Harley-Davidson's entry into India was cleared by New Delhi in 2007 in exchange for the U.S. lifting an 18-year ban on mango imports from India, the Economic Times reported in 2018. But its products were also slapped with very high taxes and duties.

President Donald Trump has complained about the high tariffs on Harley Davidson motorcycles in India in the past. Following this, India lowered duties on Harleys to 50% in 2018, from around 100% previously, but Trump still found it “still unacceptable.”

FILE PHOTO: Harley Davidson motorcycles are displayed for sale at a showroom in London, U.K., June 22 2018. REUTERS/Henry Nicholls/File Photo

The Indian market has been a tough nut to crack for the U.S. motorcycle company. In 2012, Harley's India unit hoped to clock sales of 10,000 units per month by 2016. The company reportedly sold around 2,500 units in the last financial year.

There are 11 major players in the premium bike segment in India. Data suggests that this market, on the back of young riders, could reach as much as $161 million by 2023. Harley was one of the main players, with main competition from Triumph, Indian, Benelli, Kawasaki, Ducati, Aprilia, and the premium range bikes of Yamaha, Kawasaki, Suzuki, and Honda.

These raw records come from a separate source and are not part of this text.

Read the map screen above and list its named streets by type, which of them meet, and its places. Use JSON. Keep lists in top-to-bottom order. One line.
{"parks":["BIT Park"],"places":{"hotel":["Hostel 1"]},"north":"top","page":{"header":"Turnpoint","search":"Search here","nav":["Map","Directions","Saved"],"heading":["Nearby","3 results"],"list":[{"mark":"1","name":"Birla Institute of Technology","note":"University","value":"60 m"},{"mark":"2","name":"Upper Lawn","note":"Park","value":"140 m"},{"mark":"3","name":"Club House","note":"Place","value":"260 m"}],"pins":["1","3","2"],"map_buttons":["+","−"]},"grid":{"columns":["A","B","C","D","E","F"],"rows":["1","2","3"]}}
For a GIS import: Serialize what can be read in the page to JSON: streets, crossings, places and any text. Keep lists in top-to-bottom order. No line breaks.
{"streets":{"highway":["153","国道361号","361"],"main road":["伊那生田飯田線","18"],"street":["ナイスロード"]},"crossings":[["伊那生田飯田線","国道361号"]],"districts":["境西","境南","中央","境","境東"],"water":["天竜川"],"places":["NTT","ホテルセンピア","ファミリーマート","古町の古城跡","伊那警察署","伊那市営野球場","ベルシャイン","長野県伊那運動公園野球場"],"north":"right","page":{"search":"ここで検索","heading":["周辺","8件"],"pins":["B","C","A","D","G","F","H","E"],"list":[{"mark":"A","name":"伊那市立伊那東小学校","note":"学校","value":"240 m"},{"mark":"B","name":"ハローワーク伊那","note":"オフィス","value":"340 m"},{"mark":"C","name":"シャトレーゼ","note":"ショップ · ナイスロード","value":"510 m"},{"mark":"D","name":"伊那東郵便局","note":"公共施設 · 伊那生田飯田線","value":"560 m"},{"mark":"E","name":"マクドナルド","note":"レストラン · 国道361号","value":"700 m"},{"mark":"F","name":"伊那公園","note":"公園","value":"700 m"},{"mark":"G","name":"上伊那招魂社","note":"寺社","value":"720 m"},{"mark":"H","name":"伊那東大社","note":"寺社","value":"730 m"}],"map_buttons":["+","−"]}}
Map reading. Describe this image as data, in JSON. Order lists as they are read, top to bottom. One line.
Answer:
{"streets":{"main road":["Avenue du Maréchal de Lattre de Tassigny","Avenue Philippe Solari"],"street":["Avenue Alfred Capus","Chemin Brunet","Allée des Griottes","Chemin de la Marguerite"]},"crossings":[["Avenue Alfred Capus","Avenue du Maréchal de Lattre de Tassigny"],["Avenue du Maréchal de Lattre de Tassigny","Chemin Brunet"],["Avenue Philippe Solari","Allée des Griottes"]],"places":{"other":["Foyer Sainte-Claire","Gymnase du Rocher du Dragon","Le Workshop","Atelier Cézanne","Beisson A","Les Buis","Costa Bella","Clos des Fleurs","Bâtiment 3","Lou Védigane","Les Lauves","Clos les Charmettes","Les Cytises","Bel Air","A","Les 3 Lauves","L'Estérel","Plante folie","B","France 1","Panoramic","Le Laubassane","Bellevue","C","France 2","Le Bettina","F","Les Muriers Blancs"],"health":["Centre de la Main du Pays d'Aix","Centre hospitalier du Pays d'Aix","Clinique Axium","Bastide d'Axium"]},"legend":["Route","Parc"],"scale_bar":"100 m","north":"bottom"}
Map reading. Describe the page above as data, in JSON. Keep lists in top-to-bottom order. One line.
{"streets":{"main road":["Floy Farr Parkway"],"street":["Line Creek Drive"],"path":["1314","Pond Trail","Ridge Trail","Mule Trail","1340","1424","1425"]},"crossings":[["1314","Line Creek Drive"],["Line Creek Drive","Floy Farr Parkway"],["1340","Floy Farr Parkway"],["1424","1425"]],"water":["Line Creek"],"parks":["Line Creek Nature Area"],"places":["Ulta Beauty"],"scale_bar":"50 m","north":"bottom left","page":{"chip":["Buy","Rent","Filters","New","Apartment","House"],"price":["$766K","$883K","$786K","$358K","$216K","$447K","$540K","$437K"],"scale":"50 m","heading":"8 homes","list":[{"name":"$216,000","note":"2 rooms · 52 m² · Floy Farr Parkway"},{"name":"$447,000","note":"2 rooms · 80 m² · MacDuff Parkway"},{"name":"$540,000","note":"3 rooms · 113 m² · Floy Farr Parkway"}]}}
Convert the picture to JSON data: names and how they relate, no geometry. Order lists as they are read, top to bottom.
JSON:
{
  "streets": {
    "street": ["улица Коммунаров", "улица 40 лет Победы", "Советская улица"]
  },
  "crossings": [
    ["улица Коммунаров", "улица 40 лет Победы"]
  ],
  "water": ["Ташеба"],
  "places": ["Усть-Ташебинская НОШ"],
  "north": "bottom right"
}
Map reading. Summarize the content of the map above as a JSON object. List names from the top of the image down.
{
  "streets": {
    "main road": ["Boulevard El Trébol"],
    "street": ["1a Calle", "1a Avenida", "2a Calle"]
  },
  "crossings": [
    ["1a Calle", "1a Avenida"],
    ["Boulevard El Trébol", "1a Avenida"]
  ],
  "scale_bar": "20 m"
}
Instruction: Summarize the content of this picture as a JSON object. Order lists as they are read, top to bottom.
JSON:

Harley's exit will be a headline setback for Prime Minister Narendra Modi's Make-in-India initiative, which aims to make India a manufacturing powerhouse, like China, and provide more jobs.

India's ranking has improved to 63rd among 190 economies, from 77th in 2018 and 130th in 2016, in the ease of doing business, according to the latest World Bank annual ratings. But corruption and red tape pose steep barriers to corporations hoping to tap into the huge middle class in the country.

Harley-Davidson's exit comes only weeks after Toyota Motor cut back on its expansion plans, citing the tax regime in India. General Motors pulled out of the country in 2017.